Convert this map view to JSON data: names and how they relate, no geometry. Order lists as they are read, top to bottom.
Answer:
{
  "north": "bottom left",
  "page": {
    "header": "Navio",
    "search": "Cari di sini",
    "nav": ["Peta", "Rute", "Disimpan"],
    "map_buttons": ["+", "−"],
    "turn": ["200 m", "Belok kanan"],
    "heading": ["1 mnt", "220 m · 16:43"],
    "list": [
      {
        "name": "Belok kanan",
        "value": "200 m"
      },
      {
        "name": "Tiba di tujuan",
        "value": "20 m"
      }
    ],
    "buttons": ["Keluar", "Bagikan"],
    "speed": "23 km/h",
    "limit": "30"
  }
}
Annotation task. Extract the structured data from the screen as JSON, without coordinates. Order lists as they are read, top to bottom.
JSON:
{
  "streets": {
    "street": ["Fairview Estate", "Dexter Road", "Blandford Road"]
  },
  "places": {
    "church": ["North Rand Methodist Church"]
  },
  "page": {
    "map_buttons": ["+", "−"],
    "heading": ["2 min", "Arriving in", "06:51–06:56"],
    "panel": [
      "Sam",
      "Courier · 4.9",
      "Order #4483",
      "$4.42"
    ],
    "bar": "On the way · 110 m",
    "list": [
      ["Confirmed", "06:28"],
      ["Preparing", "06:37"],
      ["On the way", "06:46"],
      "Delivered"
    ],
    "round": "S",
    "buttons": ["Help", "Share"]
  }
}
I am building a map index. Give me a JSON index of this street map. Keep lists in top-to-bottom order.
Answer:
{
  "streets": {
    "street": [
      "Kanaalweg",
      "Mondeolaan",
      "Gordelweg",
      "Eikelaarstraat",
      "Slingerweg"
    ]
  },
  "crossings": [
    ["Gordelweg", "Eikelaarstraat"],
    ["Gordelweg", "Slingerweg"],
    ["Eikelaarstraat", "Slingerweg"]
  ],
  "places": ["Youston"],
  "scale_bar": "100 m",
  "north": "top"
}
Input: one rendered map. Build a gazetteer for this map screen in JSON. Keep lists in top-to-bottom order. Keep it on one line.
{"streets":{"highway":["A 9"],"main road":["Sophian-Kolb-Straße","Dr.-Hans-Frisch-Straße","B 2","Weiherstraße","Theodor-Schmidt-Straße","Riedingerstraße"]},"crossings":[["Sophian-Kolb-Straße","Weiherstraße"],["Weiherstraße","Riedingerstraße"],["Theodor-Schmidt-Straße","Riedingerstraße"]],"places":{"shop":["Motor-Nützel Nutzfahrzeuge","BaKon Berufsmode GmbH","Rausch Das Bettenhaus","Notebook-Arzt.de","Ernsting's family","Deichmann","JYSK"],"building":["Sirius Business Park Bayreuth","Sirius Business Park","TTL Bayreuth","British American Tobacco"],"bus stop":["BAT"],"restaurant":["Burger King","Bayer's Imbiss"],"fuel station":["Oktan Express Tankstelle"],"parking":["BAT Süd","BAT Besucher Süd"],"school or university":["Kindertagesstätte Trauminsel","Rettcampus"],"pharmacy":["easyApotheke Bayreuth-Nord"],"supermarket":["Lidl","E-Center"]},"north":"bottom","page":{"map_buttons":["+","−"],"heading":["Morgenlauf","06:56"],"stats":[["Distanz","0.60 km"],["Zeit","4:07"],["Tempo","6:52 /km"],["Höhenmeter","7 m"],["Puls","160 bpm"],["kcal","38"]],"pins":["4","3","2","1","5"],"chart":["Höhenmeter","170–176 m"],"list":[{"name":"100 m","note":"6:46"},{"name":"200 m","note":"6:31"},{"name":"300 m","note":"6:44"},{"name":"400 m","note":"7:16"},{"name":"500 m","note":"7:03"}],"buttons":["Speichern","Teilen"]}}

● ● ● ●

EXERCISE AIM:
Search the data for "they". Copy each line that has it.

ANSWER TO THIS PROBLEM:
Convert this map view to JSON data: names and how they relate, no geometry. Order lists as they are read, top to bottom.
Annotation task. Extract the structured data from the screen as JSON, without coordinates. Order lists as they are read, top to bottom.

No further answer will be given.